Online. Indexed. Catalogued. Free. But will users find it?

‘If it isn’t online, it doesn’t exist’ seems to be the accepted wisdom in scholarly publishing today. We could debate the validity of this statement; instead, let us agree on a related point: even when it is online, it still does not exist for various users. Most publishers make some effort to address this: engaging with the ready-made audiences of hosting services, full-text aggregators and subscription agent gateways; distributing metadata to subject-specific indexing databases; allowing search engines and document delivery providers to index full-text content; sharing holdings information with libraries and developers of eresource management tools. But even the sum of all these efforts is inadequate as a solution.
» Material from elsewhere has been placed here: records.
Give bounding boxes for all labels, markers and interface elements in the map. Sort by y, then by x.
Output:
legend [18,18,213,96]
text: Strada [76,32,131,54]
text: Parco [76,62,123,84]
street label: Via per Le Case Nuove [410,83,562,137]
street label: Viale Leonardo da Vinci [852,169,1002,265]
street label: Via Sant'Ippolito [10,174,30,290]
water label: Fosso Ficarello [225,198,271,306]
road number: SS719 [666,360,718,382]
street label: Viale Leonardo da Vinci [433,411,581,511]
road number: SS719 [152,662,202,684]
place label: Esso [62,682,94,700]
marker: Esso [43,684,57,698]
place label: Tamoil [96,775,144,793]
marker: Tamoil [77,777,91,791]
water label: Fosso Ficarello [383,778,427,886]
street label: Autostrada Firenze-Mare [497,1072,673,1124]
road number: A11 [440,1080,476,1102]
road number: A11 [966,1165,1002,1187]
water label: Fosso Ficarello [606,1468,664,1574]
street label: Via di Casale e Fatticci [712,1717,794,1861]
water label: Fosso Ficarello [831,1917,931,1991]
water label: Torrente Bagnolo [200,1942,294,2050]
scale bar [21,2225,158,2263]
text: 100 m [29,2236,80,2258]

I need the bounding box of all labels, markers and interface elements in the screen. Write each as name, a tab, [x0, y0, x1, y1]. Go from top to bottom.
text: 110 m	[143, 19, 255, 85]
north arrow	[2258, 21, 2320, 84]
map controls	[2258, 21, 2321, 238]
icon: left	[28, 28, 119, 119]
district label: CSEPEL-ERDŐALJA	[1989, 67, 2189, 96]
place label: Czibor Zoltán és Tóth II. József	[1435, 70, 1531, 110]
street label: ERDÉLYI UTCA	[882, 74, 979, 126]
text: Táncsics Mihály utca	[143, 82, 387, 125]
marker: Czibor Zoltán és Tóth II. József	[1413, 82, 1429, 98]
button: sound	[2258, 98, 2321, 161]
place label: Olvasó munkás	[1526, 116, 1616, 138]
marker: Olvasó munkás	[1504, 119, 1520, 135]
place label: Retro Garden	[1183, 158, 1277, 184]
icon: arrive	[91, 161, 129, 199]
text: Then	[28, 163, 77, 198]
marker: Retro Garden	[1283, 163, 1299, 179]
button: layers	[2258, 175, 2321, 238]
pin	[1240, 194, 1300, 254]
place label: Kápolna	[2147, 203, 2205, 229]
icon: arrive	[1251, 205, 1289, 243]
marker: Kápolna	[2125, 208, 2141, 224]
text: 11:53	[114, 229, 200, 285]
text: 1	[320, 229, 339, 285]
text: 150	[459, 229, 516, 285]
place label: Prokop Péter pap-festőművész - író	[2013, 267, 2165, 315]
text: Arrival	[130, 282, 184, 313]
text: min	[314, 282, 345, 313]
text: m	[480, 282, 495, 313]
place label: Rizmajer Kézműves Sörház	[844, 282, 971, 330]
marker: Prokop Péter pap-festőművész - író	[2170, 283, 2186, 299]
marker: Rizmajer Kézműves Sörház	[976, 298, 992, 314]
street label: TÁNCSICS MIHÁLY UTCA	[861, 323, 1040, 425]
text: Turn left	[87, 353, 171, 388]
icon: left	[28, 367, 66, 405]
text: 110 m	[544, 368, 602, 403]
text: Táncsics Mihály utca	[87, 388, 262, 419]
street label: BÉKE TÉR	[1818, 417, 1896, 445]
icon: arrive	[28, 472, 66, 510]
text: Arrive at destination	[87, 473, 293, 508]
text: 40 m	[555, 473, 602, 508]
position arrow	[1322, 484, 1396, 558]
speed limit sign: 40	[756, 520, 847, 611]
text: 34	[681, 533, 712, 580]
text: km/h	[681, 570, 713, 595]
Problems remain: poor-quality data, infrequent transfer, anomalies between providers, content vagaries (and how one machine can describe them to another), the increasingly customized nature of individual customer packages, the proliferation of open access content, and more. These ongoing issues mean that you can put your content online, you can open up its metadata and you can even make the full text free – but you cannot be sure that it is going to be found and read by your target audience. The development of sophisticated technologies (such as the OpenURL, a standard for linking users to content licensed by their institution) and tools (link resolvers, web-scale discovery indexes) has addressed some of the fundamental problems with online content discovery, but we now need to fine-tune these early solutions to address more granular or newly emerging problems.